(Saved data entries)
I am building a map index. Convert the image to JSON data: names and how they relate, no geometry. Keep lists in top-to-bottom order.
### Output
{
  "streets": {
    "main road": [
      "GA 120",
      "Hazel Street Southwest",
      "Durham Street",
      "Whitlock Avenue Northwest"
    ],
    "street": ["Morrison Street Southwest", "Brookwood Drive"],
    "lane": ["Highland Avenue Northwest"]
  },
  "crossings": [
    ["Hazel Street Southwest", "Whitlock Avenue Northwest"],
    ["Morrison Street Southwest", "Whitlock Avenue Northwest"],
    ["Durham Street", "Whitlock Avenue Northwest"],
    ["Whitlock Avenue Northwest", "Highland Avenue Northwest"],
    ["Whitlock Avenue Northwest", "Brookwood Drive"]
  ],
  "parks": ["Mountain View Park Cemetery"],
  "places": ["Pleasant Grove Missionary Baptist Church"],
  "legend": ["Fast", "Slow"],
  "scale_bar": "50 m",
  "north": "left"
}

PROBLEM TO SOLVE:
Restate the entries. Match them exactly.

SOLUTION TO THE PROBLEM:
I am building a map index. Convert the image to JSON data: names and how they relate, no geometry. Keep lists in top-to-bottom order.
### Output
{
  "streets": {
    "main road": [
      "GA 120",
      "Hazel Street Southwest",
      "Durham Street",
      "Whitlock Avenue Northwest"
    ],
    "street": ["Morrison Street Southwest", "Brookwood Drive"],
    "lane": ["Highland Avenue Northwest"]
  },
  "crossings": [
    ["Hazel Street Southwest", "Whitlock Avenue Northwest"],
    ["Morrison Street Southwest", "Whitlock Avenue Northwest"],
    ["Durham Street", "Whitlock Avenue Northwest"],
    ["Whitlock Avenue Northwest", "Highland Avenue Northwest"],
    ["Whitlock Avenue Northwest", "Brookwood Drive"]
  ],
  "parks": ["Mountain View Park Cemetery"],
  "places": ["Pleasant Grove Missionary Baptist Church"],
  "legend": ["Fast", "Slow"],
  "scale_bar": "50 m",
  "north": "left"
}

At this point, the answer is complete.